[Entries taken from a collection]
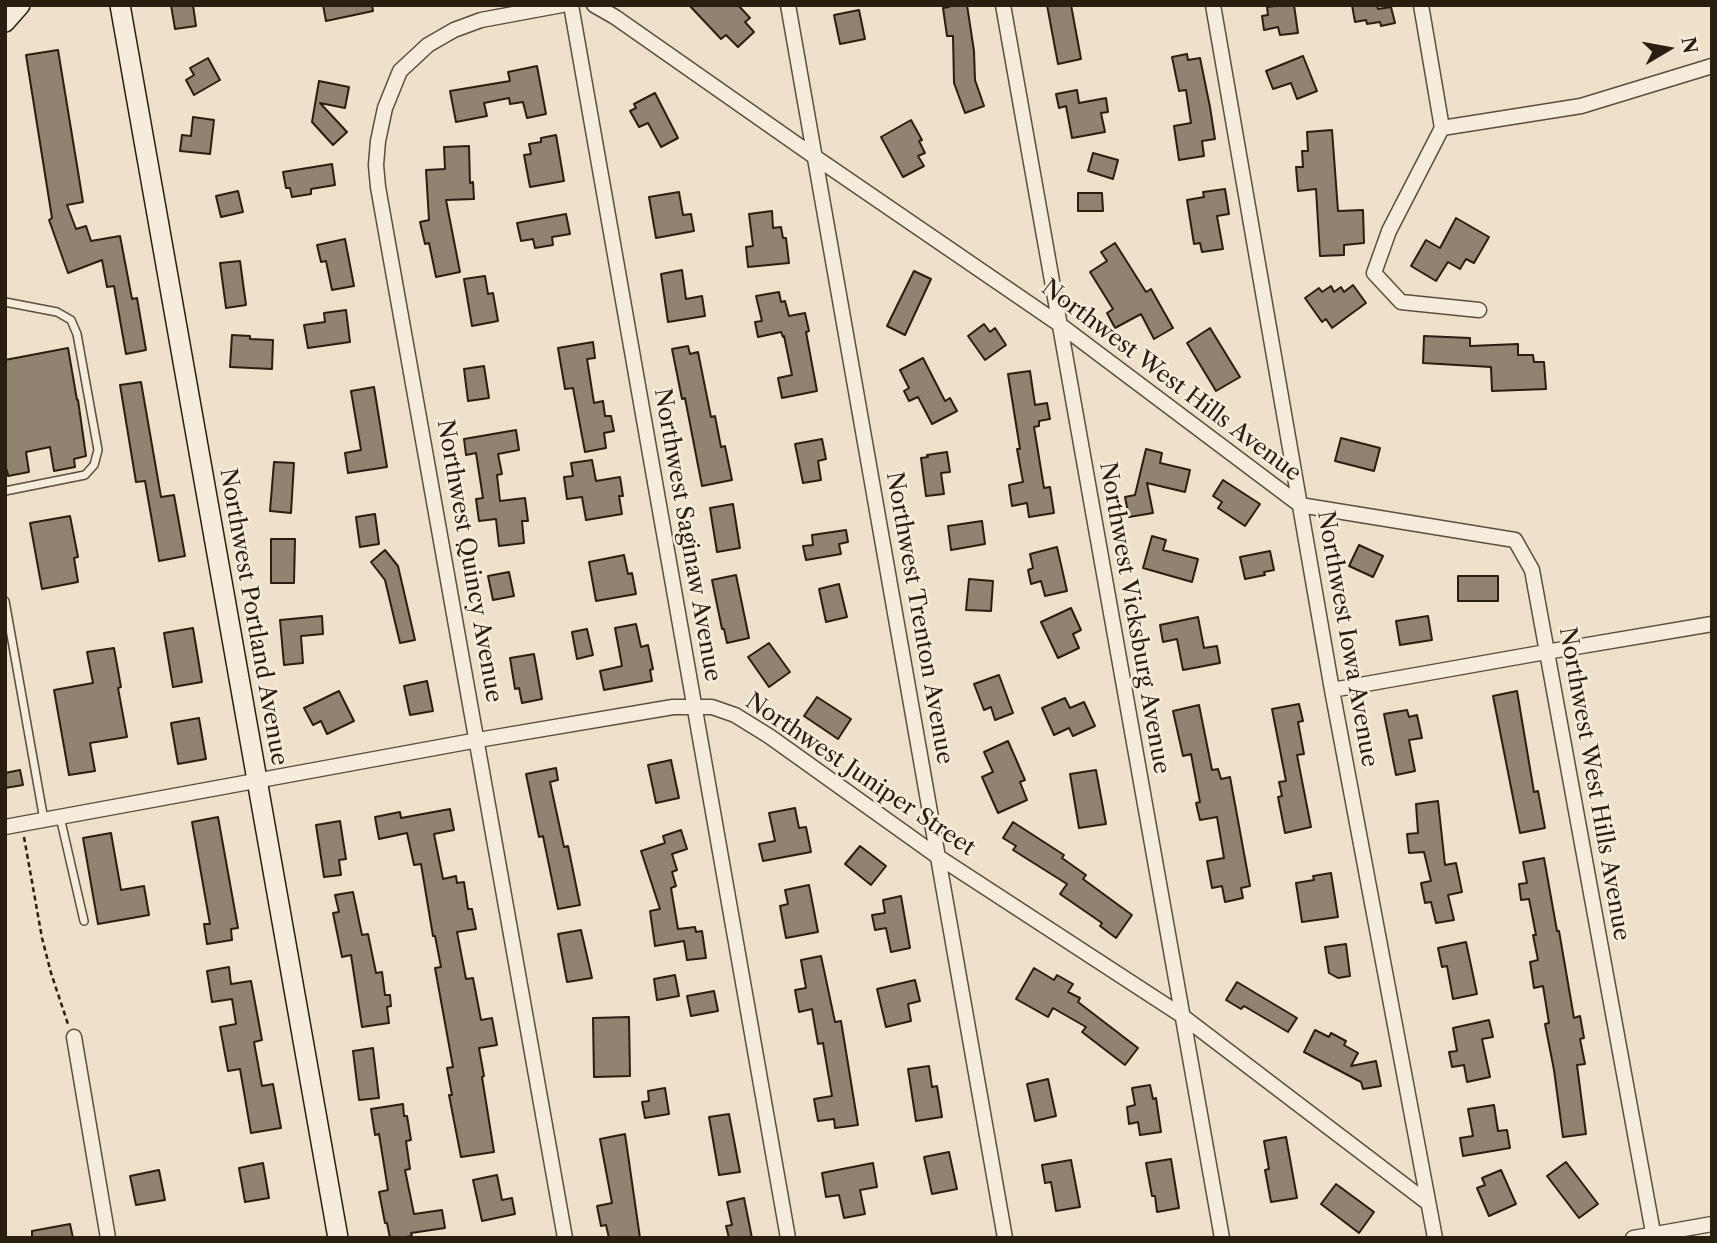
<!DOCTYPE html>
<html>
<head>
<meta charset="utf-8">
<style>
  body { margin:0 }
  #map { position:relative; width:1717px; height:1243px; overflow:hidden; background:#efe1c9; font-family:"Libre Caslon Text",serif }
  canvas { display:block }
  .frame { position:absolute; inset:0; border:7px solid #291e0f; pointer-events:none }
  .north { position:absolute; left:1633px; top:14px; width:70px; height:70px; -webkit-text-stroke:5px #f5ecdc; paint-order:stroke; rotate:80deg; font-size:19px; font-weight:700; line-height:28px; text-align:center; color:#291e0f }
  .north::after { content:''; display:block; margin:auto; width:24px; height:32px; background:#291e0f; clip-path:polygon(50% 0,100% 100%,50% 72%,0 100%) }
</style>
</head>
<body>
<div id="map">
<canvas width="1717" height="1243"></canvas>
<div class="frame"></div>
<div class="north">N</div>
</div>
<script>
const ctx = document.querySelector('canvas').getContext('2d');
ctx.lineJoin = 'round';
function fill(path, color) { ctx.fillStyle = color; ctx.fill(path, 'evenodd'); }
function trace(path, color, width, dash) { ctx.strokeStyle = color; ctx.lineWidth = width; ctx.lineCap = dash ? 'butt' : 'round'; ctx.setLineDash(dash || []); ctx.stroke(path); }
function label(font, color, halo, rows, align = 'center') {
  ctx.font = font + ' "Libre Caslon Text",serif'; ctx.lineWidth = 5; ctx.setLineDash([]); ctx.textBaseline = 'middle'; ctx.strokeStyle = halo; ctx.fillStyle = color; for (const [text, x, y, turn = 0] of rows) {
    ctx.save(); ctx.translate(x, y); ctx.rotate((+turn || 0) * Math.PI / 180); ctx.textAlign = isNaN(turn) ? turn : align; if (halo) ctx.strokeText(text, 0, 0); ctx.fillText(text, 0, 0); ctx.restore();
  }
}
const building = new Path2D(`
  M171,5h22l3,21 -21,3z
  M323,5h49l1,6 -47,10z
  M689,5h49l12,13 -5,4 9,10 -16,15 -12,-12 -5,4z
  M949,5h18l7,46 1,29 9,26 -19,7 -11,-30 -1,-47h-6l-4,-28 6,-1z
  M1047,5h24l10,54 -23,5z
  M1282,5h12l4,28 -18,2 -2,-8 -14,3 -2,-14 6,-1 -1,-8z
  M1352,5h25l1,4 13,-2 4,16 -14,3 -1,-4 -13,2 -1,-4 -11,2z
  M859,10l6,29 -25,5 -6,-29z
  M58,50l25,152 -16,3 9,24 10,-3 5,15 29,-5 12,63 5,-1 9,52 -20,4 -12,-68 -7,1 -5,-27 -34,13 -19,-53 3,-2 -26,-163z
  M1187,54l1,6 12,-2 10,49 5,32 -13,2 2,15 -25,4 -5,-34 17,-3 -5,-33 -7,1 -7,-34z
  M1303,56l14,35 -20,8 -6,-16 -18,6 -7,-18z
  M208,58l12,22 -26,15 -8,-15 8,-5 -4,-7z
  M537,66l9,48 -19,4 -4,-16 -13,2 -1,-6 -25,5 3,13 -31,6 -6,-31 60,-10 -2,-9z
  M319,81l30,6 -4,21 -25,-5 27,29 -14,13 -21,-23z
  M1077,90l2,13 27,-5 2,14 -7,1 4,19 -33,6 -6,-32 -7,2 -3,-14z
  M655,93l23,45 -17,9 -13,-24 -9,4 -9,-16 6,-3 -2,-4z
  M193,117l21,3 -4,34 -30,-3 2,-16 9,1z
  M911,120l11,20 -3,1 6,12 -7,3 6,10 -21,11 -22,-40z
  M1332,130l6,81 25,-1 1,33 -20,2v10l-24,1 -4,-67 -18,2 -2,-24h7l-1,-16h6l-1,-19z
  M556,135l8,46 -34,6 -6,-32 7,-1 -2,-10 12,-2v-4z
  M469,146l1,37 3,-1 1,17 -28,1 14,72 -24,5 -7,-34 -4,1 -5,-22 9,-2 -3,-50 19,-1 -1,-22z
  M1093,153l25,7 -5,19 -25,-8z
  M332,164l3,21 -24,4v5l-19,3 -2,-9h-4l-3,-16z
  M1225,189l4,25 -12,2 6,33 -21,3 -2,-9 -6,1 -7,-44 17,-3 -1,-5z
  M238,191l5,21 -22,5 -5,-21z
  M679,192l4,23 8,-1 3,17 -38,7 -7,-41z
  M1078,193h24l1,18h-25z
  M772,211l1,17 8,-1 2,11h3l3,25 -41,4 -2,-20 7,-1 -4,-32z
  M566,214l4,20 -18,3 1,8 -18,3 -2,-9 -12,2 -4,-18z
  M1456,218l33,19 -15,26 -8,-4 -6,10 -12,-7 -12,19 -25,-15 15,-26 14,8z
  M345,239l9,47 -22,4 -6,-29 -5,1 -4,-17z
  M1115,243l31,49 5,-3 22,39 -19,11 -13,-25 -26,14 -8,-15 6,-4 -23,-37 17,-11 -6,-9z
  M240,261l6,44 -20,3 -6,-45z
  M682,270l4,29 16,-3 3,20 -37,6 -7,-48z
  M914,271l17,8 -26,56 -18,-9z
  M485,276l3,18 5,-1 5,28 -26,5 -8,-47z
  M1353,285l13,18 -34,25 -6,-9 -4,3 -17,-24 14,-10 3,4 9,-6 3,6 7,-5 3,5z
  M779,292l2,10 4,-1 4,15 16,-3 4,18 -3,1 11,59 -35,7 -4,-20 14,-3 -8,-39 -1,1 -2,-5 -23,5 -3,-15 7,-1 -6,-25z
  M346,310l4,32 -42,6 -4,-23 21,-3 -1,-9z
  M984,324l6,8 5,-4 11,17 -21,15 -17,-24z
  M1210,328l30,49 -24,14 -29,-48z
  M232,335l18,1v3l23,1 -1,29 -42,-2z
  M1424,336l46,2v8l48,-2v11h15l1,7h10l2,27 -54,2 -1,-24 -68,-4z
  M593,342l2,16 -8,1 7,44 9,-2 2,15h6l3,15 -10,2 2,15 -21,4 -12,-64 -8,1 -7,-41z
  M688,346l2,8 8,-2 13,65 4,-1 6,31 4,-1 7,34 -30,6 -17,-88 -3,1 -10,-50z
  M68,348l9,52h1l8,56 -12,3 1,8 -21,4 -4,-24 -24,5 3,20 -21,4 -1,-6h-2v-110z
  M923,358l22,43 5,-3 7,13 -25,13 -14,-27 -9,4 -5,-10 5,-3 -9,-18z
  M484,366l5,32 -21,3 -4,-32z
  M1030,371l5,34 12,-2 3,16 -11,2v5l-5,1 10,61 6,-1 4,26 -25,4 -2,-14 -15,3 -3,-21 14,-3 -6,-33h3l-12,-75z
  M141,382l20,115 13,-2 11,61 -26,5 -14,-80 -9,1 -16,-97z
  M374,387l13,80 -39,6 -3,-20 16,-3 -10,-59z
  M516,430l3,20 -21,4 4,20 -5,1 3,26 25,-3 3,23h-6l2,22 -25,3 -3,-27 -17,2 -3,-22 7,-1 -7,-45 -10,2 -2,-16z
  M1341,438l39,10 -6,23 -39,-10z
  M822,439l4,20 -8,2 3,19 -18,3 -8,-39z
  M1146,449l16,4 -2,10 30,7 -5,22 -38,-9 6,30 -24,4 -4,-20 10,-2z
  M947,452l3,20 -9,1 3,21 -18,2 -5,-38 7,-1 -1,-2z
  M592,460l4,21 24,-4 3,19h-4l3,18 -36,6 -4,-23 -15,2 -3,-22 9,-1 -2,-13z
  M274,462l20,1 -3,50 -21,-2z
  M1223,480l37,24 -15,22 -27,-18 4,-6 -9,-6z
  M733,504l7,44 -23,4 -7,-44z
  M375,514l4,30 -19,3 -4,-30z
  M70,516l8,41 -4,1 4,24 -36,7 -12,-66z
  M982,521l3,23 -34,6 -3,-24z
  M846,530l2,12 -9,2 2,10 -35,6 -3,-14 10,-1 -1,-10z
  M1152,536l14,4 -3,10 35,9 -6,23 -49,-14z
  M271,539h24l-1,44h-23z
  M1359,545l24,11 -10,21 -24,-11z
  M1057,547l10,44 -22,5 -4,-15 -10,3 -3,-14 5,-2 -3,-14z
  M385,550l13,16 17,74 -15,3 -15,-63 -14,-18z
  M1270,551l4,19 -10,2 1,3 -20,4 -5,-22z
  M624,555l4,19 4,-1 4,21 -40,7 -7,-39z
  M509,572l5,24 -21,4 -5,-24z
  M736,575l13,63 -22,5 -3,-14h-2l-10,-49z
  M1458,576h40v25h-40z
  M969,579l24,2 -2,30 -25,-1z
  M839,584l8,33 -21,5 -7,-33z
  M1071,608l10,22 -8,4 6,14 -21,10 -17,-36z
  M322,616l1,18 -22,2 2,27 -19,2 -4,-45z
  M1428,616l4,24 -32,5 -4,-24z
  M1198,617l6,31 13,-2 3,17 -37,7 -6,-31 -14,3 -3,-17z
  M636,624l5,23 7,-2 5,24 -3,1 2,11 -48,9 -4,-19 22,-5 -7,-38z
  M193,628l9,54 -29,5 -9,-54z
  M587,629l6,26 -16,4 -5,-27z
  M769,643l21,29 -21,15 -21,-30z
  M114,648l7,39 -3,1 9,49 -37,6 5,28 -26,4 -15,-85 39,-7 -6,-31z
  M534,654l8,45 -20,4 -3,-15 -4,1 -5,-31z
  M999,675l14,38 -18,7 -4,-13 -7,3 -10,-26z
  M427,681l6,30 -23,4 -6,-29z
  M339,691l15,30 -27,13 -6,-13 -8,4 -9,-17z
  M1517,691l17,101 4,-1 7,37 -25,5 -27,-137z
  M817,697l34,22 -13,20 -34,-23z
  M1065,698l5,10 14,-6 11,24 -22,10 -4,-8 -15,7 -12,-27z
  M1299,704l4,17 -5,1 6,32 -7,1 14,72 -26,6 -7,-36 4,-1 -3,-14 7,-1 -14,-72z
  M1199,705l13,65 6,-1 3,10 9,-2 20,109 -9,2 2,10 -18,4 -3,-16 -10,2 -5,-27 17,-3 -7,-41 -17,3 -4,-17 4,-1 -9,-48 -8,2 -10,-45z
  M1407,710l2,7 8,-2 5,23 -13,2 6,31 -19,4 -12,-61z
  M199,718l7,41 -28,5 -7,-41z
  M1008,741l17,39 -5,2 7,18 -29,13 -16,-36 11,-5 -9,-20z
  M671,760l8,38 -23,5 -8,-38z
  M556,768l2,12 -8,2 14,65 4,-1 12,59 -22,4 -15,-73 -4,1 -13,-63z
  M20,770l3,15 -18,3v-15z
  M1096,770l10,54 -27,4 -9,-54z
  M1438,801l7,64 11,-2 6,29 -14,3 6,25 -18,3 -5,-21 -6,1 -4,-20 10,-2 -7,-29 -15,1 -2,-19 11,-1 -2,-29z
  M795,808l4,20 7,-1 5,25 -48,9 -4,-17 16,-3 -6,-28z
  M450,809l4,21 -20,4 9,45 13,-3 1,7 7,-1 4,27h4l4,20 -19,3 9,47 7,-1 8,42 11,-2 5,27 -18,3 5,28 -2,1 12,75 -33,5 -12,-62h3l-5,-27 6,-1 -18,-99 6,-1 -6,-31h-2l-12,-72 -7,1 -7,-32 -28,6 -4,-22 25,-5 1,6z
  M218,817l20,111 -7,1 1,11 -25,4 -3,-20h6l-18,-102z
  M340,821l6,38 -7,1 2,15 -17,2 -8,-52z
  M1013,822l51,33 -2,3 24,17 -3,4 49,36 -16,23 -16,-12 2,-3 -42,-29 7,-10 -54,-34 3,-4 -13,-8z
  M681,830l6,19 -15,5 5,16 -5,2 4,14 -5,2 7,41 17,-2 1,5 6,-1 4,27 -19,2 -3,-19 -29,5 -5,-35 10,-2 -19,-58 24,-8 -2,-7z
  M111,833l10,57 23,-4 5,29 -51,9 -15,-86z
  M860,846l26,20 -15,19 -26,-21z
  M1544,858l13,73h2l15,87 6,-2 4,22 -4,1 5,25 -8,1 9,69 -23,3 -9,-67 -9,-46 4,-1 -6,-37 -9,2 -4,-26 8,-2 -5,-25h3l-7,-36 -8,1 -2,-16 8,-1 -4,-21z
  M1331,873l7,44 -36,5 -6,-39 18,-3 -1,-4z
  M809,885l9,47 -32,6 -6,-32 8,-2 -3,-14z
  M353,892l9,43 6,-1 8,39 6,-1 3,23h5l1,11 -4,1 2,16 -27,4 -11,-72 -9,2 -9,-44 6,-1 -4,-17z
  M901,896l9,52 -19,4 -5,-24 -11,2 -3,-15 13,-2 -2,-13z
  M581,930l11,48 -25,4 -9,-48z
  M1466,942l11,52 -24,5 -6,-33 -5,1 -4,-19z
  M1346,944l4,32 -12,2 -9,-5 -4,-26z
  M821,956l14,66 6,-1 17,104 -23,3 -1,-9 -16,2 -4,-22 18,-3 -9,-53 -5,1 -6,-35 -13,3 -4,-22 11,-2 -5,-28z
  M229,967l2,17 20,-3 11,59 -8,2 8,44 11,-2 8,44 -30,5 -11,-64 -12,2 -8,-44 16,-3 -4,-25 -20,3 -5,-31z
  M1034,968l20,12 3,-5 16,9 -5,8 12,6 -2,4 60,46 -13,17 -43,-33 4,-5 -33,-19 -5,9 -32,-18z
  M675,975l4,21 -22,4 -3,-21z
  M915,980l5,21 -12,3 3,17 -25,6 -9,-38z
  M1237,982l60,36 -9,14 -44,-26 -3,3 -15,-9z
  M714,991l4,20 -27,5 -4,-20z
  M629,1017l1,59 -36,1 -1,-59z
  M1489,1020l4,17 -11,2 8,38 -23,5 -3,-17 -12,2 -3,-15 8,-1 -4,-23z
  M1315,1030l14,7 2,-4 15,8 -2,4 14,8 -7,13 25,-5 5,25 -18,3 -2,-7 -57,-30z
  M373,1048l6,50 -20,2 -6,-49z
  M929,1066l3,21 5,-1 5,31 -26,4 -8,-52z
  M1048,1079l8,37 -21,5 -8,-37z
  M1150,1085l3,14 3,-1 5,34 -21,3 -2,-13 -9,2 -2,-17 8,-2 -3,-17z
  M665,1088l4,26 -24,4 -3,-16 7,-1 -1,-10z
  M403,1104l1,12h3l4,24 -5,1 4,28 -5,1 9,44 28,-4 3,18 -34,5 1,3 -11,2h-11l-3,-15h-2l-6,-31 9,-2 -9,-56 -4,1 -4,-26z
  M1494,1105l4,26 9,-1 3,18 -47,8 -3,-18 13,-2 -5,-27z
  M729,1114l11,58 -21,3 -10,-58z
  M625,1134l15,104h-31l-3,-13 -5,1 -4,-20 15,-3 -12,-64z
  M1286,1137l11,61 -26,4 -6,-32 4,-1 -5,-28z
  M949,1152l8,37 -25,5 -8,-37z
  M1171,1159l8,49 -22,4 -2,-16h-3l-6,-33z
  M1071,1160l9,47 -24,4 -5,-29 -6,1 -3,-18z
  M1566,1162l32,42 -19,14 -32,-42z
  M263,1163l6,35 -24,4 -6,-34z
  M873,1163l4,24 -17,3 5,24 -21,4 -5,-23 -13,2 -4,-24z
  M159,1170l6,30 -29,5 -6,-29z
  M1501,1170l15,34 -27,12 -12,-28 8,-3 -3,-7z
  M497,1175l5,25 10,-2 3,16 -33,7 -9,-41z
  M1336,1184l38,28 -15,21 -38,-29z
  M744,1198l8,40h-23l-3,-12 6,-1 -5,-23z
  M70,1224l3,14h-41v-7z`);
fill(building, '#908370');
trace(building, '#291e0f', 2);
const lane = new Path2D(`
  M5,302l52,10 14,8 6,14 21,116 -4,15 -9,10 -80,16
  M5,601l39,219
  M60,817l24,104`);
const street = new Path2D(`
  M562,5l-81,15 -27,10 -26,15 -28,26 -15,37 -7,33 -2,24 2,22 187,1051
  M571,5l217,1233
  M594,5l21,12 200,140 244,167 241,181 215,35 17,30 122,668
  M788,5l217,1233
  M1003,5l219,1233
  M1213,5l119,685 103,548
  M1421,5l21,123 -53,103 -15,42 27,29 78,8
  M1442,128l139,-22 131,-40
  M1332,690l214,-38 166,-28
  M5,827l473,-87 195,-33h39l23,8 34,21 168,120 244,159 247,188
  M74,1037l34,201
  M1633,1238l79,-14`);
const secondary = new Path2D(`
  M120,5l218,1233
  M5,22l15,-17`);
trace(lane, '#5a4f3e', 10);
trace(street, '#5a4f3e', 17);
trace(secondary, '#291e0f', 22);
trace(new Path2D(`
  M24,837l18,101 9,35 17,51`), '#291e0f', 2.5, [5, 3.5]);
trace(lane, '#f5ecdc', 7);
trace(street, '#f5ecdc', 14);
trace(secondary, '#f5ecdc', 19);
label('23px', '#291e0f', '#f5ecdc', [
  ["Northwest West Hills Avenue",1171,381,37],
  ["Northwest Saginaw Avenue",687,535,80],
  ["Northwest Quincy Avenue",469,561,80],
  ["Northwest Portland Avenue",253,617,80],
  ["Northwest Trenton Avenue",919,618,80],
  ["Northwest Vicksburg Avenue",1134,618,80],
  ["Northwest Iowa Avenue",1347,639,80],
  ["Northwest Juniper Street",860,775,34],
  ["Northwest West Hills Avenue",1594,784,80]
]);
</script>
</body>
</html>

(Work to be completed) Determine the number of lines above holding the string "rows". Reply with it and nothing more.

(Output) 2